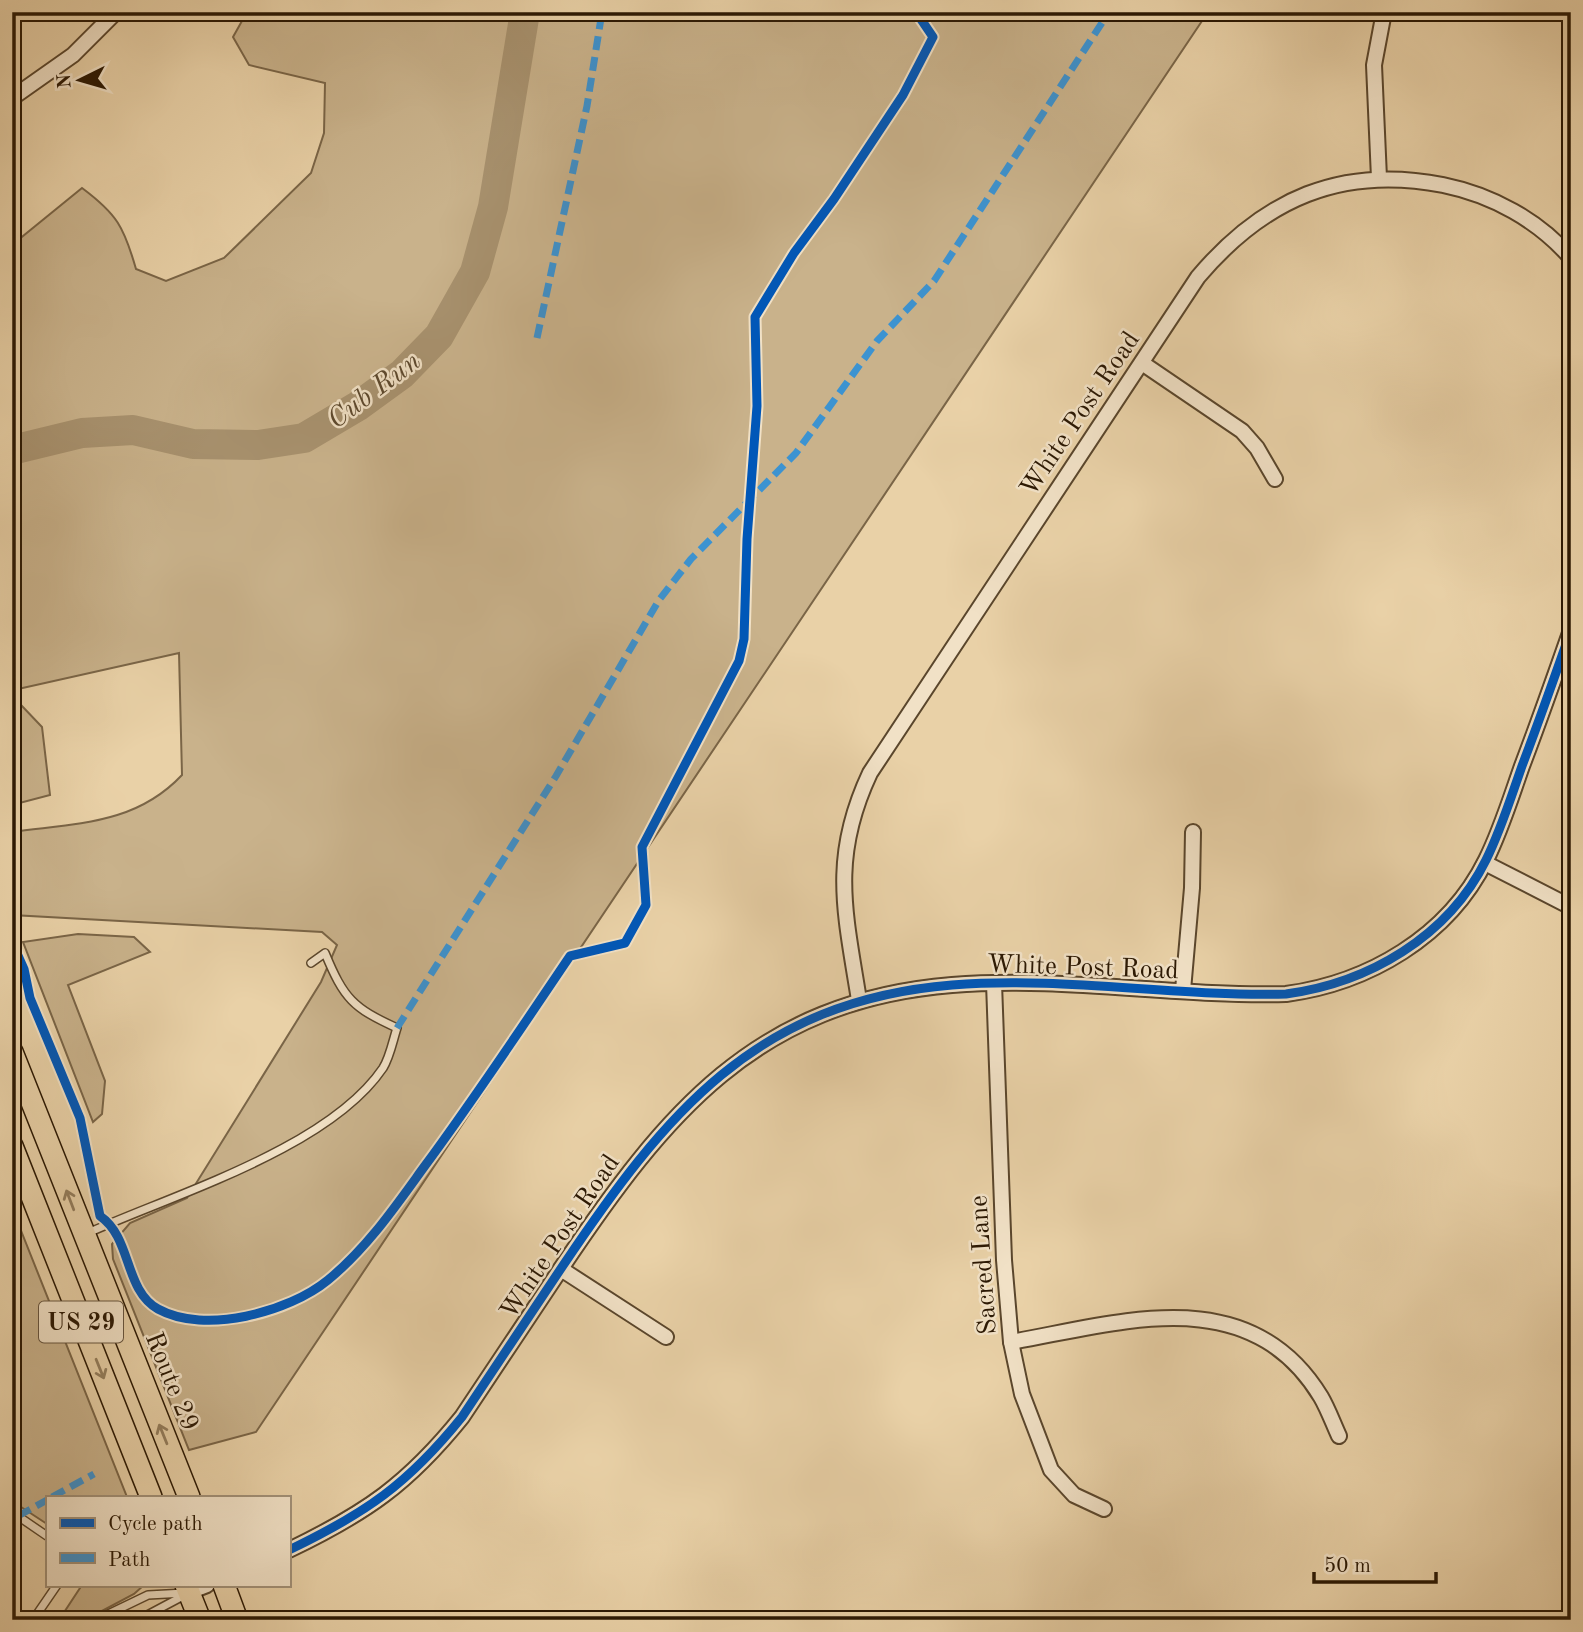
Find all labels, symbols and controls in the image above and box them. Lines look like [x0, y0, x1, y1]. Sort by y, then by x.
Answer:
north arrow [46, 46, 116, 116]
text: N [55, 73, 76, 89]
street label: White Post Road [1016, 327, 1145, 501]
water label: Cub Run [323, 348, 426, 435]
street label: White Post Road [986, 952, 1179, 984]
street label: White Post Road [496, 1150, 625, 1324]
one-way arrow [63, 1189, 76, 1211]
street label: Sacred Lane [966, 1194, 1002, 1336]
road number: US 29 [39, 1302, 123, 1342]
street label: Route 29 [140, 1329, 203, 1435]
one-way arrow [94, 1357, 107, 1379]
one-way arrow [156, 1423, 169, 1445]
legend [46, 1496, 290, 1586]
text: Cycle path [108, 1514, 203, 1535]
scale bar [1314, 1541, 1436, 1585]
text: Path [108, 1550, 151, 1571]
text: 50 m [1324, 1556, 1371, 1577]

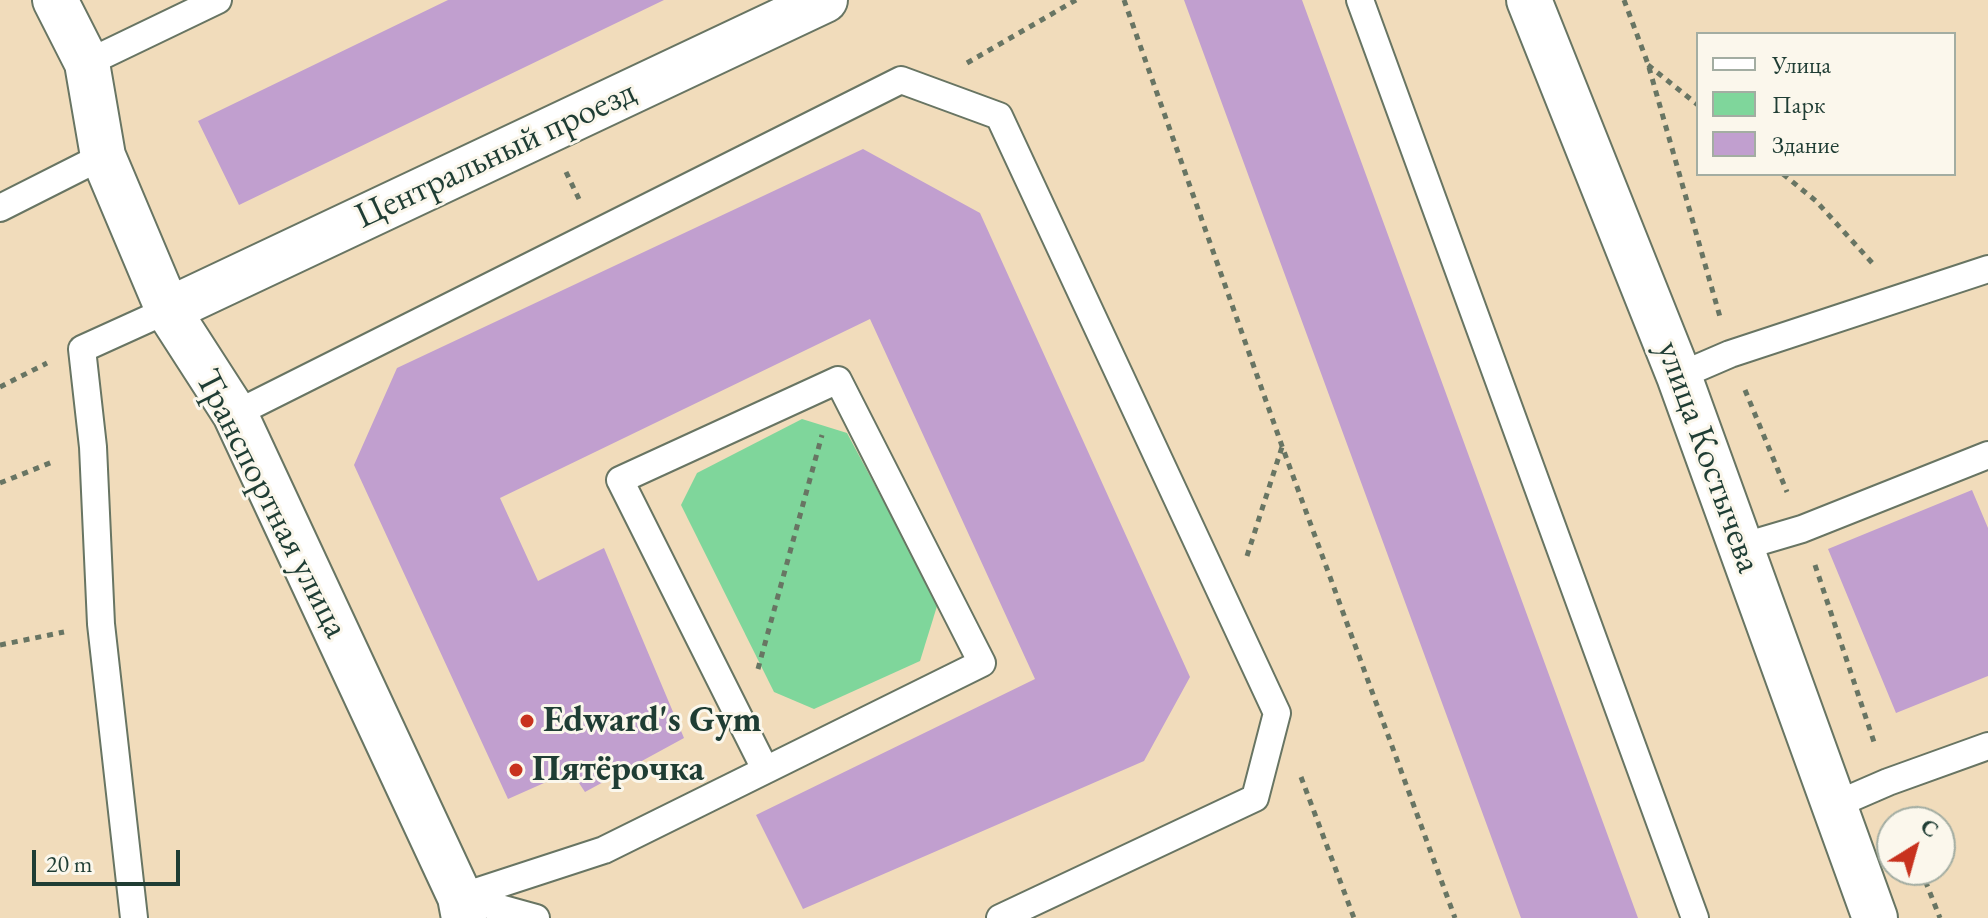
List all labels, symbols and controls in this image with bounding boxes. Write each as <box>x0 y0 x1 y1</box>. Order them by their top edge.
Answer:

=====

— Assigned task —
Please copy out each line above exactly as written, but not the pictures.

— Answer section —
Find all labels, symbols and controls in the image above and box them. Lines look like [x0, y0, x1, y1]. Sort by y, then by x.
Answer:
north arrow [46, 46, 116, 116]
text: N [55, 73, 76, 89]
street label: White Post Road [1016, 327, 1145, 501]
water label: Cub Run [323, 348, 426, 435]
street label: White Post Road [986, 952, 1179, 984]
street label: White Post Road [496, 1150, 625, 1324]
one-way arrow [63, 1189, 76, 1211]
street label: Sacred Lane [966, 1194, 1002, 1336]
road number: US 29 [39, 1302, 123, 1342]
street label: Route 29 [140, 1329, 203, 1435]
one-way arrow [94, 1357, 107, 1379]
one-way arrow [156, 1423, 169, 1445]
legend [46, 1496, 290, 1586]
text: Cycle path [108, 1514, 203, 1535]
scale bar [1314, 1541, 1436, 1585]
text: Path [108, 1550, 151, 1571]
text: 50 m [1324, 1556, 1371, 1577]

List all labels, symbols and controls in this image with bounding boxes. Write each as <box>x0 y0 x1 y1</box>. Order them by their top edge.
Answer:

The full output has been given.